E all’indomani della chiusura della 72esima edizione della Mostra Internazionale d’Arte Cinematografica si sono riaccese polemiche sul carattere forse troppo elitario della competizione diretta da Alberto Barbera e presieduta da Paolo Baratta. Le personalità chiamate a fare parte della Giuria del Concorso oltre al presidente, il regista messicano Alfonso Cuarón – che nel 2013 aveva aperto la kermesse del Lido con “Gravity”, interpretato da Sandra Bullock e George Clooney – sono state: lo scrittore, sceneggiatore e regista francese Emmanuel Carrère, autore tra gli altri di Limonov, il regista polacco Pawel Pawlikowski, autore di “Ida”, premio Oscar per il miglior film straniero 2015, il regista turco Nuri Bilge Ceylan, Palma d’oro a Cannes lo scorso anno con “Kis uykusu”, l’italiano Francesco Munzi, in concorso nell’edizione festivaliera 2014 con “Anime nere”, l’attrice tedesca Diane Kruger, che ha, tra l’altro, interpretato Bridget von Hammersmark in “Bastardi senza gloria” di Quentin Tarantino, il regista taiwanese Hou Hsiao-hsien, Leone d’oro a Venezia nel 1989 con “Città dolente”, e in concorso a Cannes 2015 con “Nie Yinniang”, premiato per la regia, la regista e sceneggiatrice inglese Lynne Ramsay, nominata ai Golden Globe e ai Bafta per il film “… e ora parliamo di Kevin” e l’attrice e regista statunitense Elizabeth Banks, interprete di Spiderman e Hunger Games ed esordiente alla regia con “Pitch Perfect 2”.

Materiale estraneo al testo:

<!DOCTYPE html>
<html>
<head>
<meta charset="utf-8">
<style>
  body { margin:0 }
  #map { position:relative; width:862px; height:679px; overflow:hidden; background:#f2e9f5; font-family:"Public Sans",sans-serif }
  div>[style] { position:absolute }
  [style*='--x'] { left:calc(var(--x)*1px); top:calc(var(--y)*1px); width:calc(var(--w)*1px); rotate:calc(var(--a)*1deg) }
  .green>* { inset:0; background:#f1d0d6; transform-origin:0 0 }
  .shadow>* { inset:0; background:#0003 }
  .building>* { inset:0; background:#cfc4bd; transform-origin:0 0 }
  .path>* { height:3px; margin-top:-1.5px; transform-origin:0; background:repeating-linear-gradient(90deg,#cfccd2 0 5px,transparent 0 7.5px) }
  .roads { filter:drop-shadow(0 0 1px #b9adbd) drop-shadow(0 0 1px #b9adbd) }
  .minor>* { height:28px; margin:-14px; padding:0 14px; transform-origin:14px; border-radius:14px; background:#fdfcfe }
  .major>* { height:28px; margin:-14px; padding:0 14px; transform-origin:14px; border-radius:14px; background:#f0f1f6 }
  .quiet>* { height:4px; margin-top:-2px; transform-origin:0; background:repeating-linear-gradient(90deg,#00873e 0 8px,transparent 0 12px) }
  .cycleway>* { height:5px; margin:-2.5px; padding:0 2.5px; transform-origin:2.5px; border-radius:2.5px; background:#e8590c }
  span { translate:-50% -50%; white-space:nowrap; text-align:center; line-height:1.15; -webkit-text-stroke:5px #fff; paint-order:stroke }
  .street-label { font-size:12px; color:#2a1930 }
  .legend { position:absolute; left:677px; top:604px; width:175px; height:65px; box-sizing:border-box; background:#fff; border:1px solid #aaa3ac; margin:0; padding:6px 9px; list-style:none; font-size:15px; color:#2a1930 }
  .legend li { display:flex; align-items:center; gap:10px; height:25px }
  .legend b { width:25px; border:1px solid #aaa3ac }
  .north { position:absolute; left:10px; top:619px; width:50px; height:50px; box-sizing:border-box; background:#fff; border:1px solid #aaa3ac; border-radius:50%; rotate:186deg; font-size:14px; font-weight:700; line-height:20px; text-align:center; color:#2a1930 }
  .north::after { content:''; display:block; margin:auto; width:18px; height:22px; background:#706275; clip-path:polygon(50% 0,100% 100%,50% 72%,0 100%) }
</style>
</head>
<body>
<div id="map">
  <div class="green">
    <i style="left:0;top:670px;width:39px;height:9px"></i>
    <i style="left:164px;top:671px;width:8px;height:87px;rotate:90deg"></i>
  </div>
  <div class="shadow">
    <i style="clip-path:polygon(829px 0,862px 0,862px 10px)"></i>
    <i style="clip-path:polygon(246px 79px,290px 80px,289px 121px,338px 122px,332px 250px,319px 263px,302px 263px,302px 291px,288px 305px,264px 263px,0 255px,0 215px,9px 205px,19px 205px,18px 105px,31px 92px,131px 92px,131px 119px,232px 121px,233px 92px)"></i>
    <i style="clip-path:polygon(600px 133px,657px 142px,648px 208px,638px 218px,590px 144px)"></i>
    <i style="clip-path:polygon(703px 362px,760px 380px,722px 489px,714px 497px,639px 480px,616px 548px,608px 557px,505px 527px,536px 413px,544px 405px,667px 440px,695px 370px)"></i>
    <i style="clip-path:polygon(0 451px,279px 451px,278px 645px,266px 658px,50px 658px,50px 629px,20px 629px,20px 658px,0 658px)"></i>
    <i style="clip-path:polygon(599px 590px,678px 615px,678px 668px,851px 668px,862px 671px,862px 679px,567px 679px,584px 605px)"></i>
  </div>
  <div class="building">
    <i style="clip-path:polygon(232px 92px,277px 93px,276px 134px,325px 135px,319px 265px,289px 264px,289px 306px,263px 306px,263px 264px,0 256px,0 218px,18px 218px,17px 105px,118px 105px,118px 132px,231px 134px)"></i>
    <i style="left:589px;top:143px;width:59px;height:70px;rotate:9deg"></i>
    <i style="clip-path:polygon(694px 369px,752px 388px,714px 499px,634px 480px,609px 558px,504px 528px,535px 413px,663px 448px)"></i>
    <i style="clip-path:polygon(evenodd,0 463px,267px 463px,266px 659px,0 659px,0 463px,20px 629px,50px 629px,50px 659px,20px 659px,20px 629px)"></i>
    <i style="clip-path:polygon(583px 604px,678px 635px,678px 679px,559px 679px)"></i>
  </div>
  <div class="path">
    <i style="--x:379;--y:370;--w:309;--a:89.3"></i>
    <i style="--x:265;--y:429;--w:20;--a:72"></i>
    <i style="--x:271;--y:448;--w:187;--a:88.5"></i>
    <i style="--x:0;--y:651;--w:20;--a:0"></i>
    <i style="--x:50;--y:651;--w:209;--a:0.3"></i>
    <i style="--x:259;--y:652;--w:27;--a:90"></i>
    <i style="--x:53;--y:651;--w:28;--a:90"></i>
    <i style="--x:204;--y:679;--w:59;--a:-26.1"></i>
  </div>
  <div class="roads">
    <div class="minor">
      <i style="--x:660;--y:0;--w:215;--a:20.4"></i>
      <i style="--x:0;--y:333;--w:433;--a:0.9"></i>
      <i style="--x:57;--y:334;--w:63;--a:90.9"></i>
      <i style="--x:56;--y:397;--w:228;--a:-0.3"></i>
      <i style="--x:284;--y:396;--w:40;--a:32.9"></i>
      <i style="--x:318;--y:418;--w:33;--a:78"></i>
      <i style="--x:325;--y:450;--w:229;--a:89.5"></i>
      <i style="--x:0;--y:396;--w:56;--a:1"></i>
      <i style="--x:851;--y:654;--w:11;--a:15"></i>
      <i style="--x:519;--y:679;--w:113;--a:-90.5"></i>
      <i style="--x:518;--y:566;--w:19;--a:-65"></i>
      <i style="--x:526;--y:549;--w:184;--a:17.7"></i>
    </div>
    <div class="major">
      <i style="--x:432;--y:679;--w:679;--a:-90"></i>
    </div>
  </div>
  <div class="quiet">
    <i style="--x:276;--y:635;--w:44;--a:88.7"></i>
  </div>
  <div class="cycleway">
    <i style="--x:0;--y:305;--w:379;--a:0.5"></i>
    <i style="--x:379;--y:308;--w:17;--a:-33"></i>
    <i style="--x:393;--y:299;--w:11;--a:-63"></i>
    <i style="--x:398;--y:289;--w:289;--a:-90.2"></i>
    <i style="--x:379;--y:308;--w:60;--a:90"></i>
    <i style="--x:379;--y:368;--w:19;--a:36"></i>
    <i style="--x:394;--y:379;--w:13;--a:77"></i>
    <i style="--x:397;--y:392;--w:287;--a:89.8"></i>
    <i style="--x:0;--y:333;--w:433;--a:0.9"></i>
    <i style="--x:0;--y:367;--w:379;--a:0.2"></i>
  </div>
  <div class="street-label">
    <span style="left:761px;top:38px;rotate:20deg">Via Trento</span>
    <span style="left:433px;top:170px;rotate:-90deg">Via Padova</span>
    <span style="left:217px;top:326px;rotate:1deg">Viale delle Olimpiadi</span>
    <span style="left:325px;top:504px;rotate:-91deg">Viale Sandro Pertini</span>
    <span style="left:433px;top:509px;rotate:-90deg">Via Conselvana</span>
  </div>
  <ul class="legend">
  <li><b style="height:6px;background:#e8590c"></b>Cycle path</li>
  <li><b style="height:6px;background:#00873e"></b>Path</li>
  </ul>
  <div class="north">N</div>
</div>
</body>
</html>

Ancora una volta si ripropone il quesito se i film presentati nei festival siano poi pellicole apprezzate (o apprezzabili) dal pubblico o piuttosto esercizi di stile spesso troppo elitari in grado di riscontrare il plauso dei soli “addetti ai lavori”. E’ frequente che i titoli “incoronati” nelle competizioni cinematografiche riscontrino performance alquanto deludenti al botteghino, ma sarebbe giusto abbandonare sperimentazione e ricerca per andare incontro ai gusti del vasto pubblico? Attenderemo con ansia l’uscita in Italia di Desde Allà (prevista nel 2016 a cura di Valerio De Paolis) prima di poter esprimere un giudizio fondato. Va comunque riconosciuto che questa volta la kermesse del Lido ha premiato un’opera che pone temi spinosi e di grande attualità: Desde Allà è una storia di solitudine e omosessualità sullo sfondo di una squallida e fatiscente Caracas.

Escono sconfitti, o meglio del tutto ignorati, i grandi maestri: per l’Italia Marco Bellocchio in concorso con “Sangue del mio Sangue”, ma anche Amos Gitai che ha presentato a Venezia “Rabin, the last day” o ancora Laurie Anderson, vedova di Lou Reed con “Heart of a Dog”.